Gaz interdit : une nécessité de décarbonation contestée

Interdire le financement des rénovations conservant le gaz naturel vise à réduire les émissions de CO₂. Le gaz naturel émet 227 g CO₂/kWh contre 79 g pour l’électricité française. Une PAC avec un COP de 3,5 émet 23 g CO₂/kWh utile, contre 216 g pour une chaudière gaz performante. Sur une consommation annuelle de 15 000 kWh, cela représente une différence de 2,9 tonnes de CO₂ par an. Le gouvernement juge que subventionner la conservation du gaz va à l’encontre de l’objectif de neutralité carbone pour 2050, malgré les critiques des professionnels du bâtiment concernant les contraintes imposées dans certaines zones.

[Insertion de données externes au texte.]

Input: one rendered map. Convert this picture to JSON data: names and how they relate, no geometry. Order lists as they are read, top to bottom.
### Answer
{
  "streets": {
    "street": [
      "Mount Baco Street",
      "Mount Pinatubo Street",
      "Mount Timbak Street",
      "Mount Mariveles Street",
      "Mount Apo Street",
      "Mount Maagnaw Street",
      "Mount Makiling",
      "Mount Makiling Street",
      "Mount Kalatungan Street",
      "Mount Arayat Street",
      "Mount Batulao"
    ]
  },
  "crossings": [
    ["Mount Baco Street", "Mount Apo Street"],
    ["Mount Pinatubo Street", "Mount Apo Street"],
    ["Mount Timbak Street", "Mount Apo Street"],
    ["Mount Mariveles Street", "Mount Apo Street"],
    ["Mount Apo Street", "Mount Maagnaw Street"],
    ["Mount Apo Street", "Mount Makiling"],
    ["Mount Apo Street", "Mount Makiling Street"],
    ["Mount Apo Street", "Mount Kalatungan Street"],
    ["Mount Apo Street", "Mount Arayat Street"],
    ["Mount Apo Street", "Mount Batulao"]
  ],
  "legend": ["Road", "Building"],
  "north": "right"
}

Différences entre gains énergétiques : 2 et 3 classes

Passer de la classe E à la classe C peut réduire la consommation conventionnelle de moitié à un tiers. Pour un logement de 100 m², cela représente une économie de 22 000 kWh annuels, soit environ 2 200 euros par an. Atteindre la classe B nécessite souvent une isolation renforcée et des équipements plus coûteux, mais permet d’éviter 4 à 5 tonnes de CO₂ par an. Le retour sur investissement énergétique est plus long, mais le gain carbone est significatif.

CEE : un mécanisme pour l’efficacité énergétique

Les CEE obligent les fournisseurs d’énergie à financer des actions d’économies d’énergie, sous peine de pénalités. Chaque action génère des kWh cumac, mesurant les économies réalisées. L’isolation des combles, par exemple, génère entre 2 000 et 2 500 kWh cumac par m², valorisés entre 4 et 6 euros par MWh cumac. Pour 100 m² de combles isolés, l’aide CEE varie de 800 à 1 500 euros, comparée à 1 000 à 2 000 euros avec MaPrimeRénov’ avant la réforme. Le dispositif FranceRénov’ centralise désormais les informations sur les aides disponibles.

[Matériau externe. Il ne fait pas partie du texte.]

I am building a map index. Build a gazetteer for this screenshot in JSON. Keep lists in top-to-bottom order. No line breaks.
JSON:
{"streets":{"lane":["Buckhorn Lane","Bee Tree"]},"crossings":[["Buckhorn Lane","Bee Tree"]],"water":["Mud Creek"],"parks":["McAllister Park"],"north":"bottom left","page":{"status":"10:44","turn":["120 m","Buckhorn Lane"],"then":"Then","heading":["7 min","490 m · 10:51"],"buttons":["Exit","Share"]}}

L’impact des CEE face à MaPrimeRénov’

Les CEE fonctionnent par périodes de trois ans. La sixième période (2026-2029) vise 3 100 TWh cumac d’économies. Avec la sortie de l’isolation du dispositif MaPrimeRénov’, la demande se reporte sur les CEE, augmentant la pression sur les obligés. Le prix du MWh cumac fluctue entre 3 et 8 euros selon la demande. Une baisse significative de l’aide publique peut provoquer un effondrement de l’activité. En 2026, les 3,6 milliards d’euros alloués à MaPrimeRénov’ se concentrent sur les pompes à chaleur, laissant aux CEE le financement de l’isolation, ce qui pourrait entraîner un sous-financement si les volumes chutent.

La réforme du 1er septembre 2026 reflète une stratégie énergétique visant à prioriser la décarbonation immédiate par électrification. L’efficacité de cette approche dépendra de la capacité des CEE à maintenir des niveaux d’aide adéquats pour l’isolation, afin d’éviter des installations de pompes à chaleur surdimensionnées dans des logements mal isolés.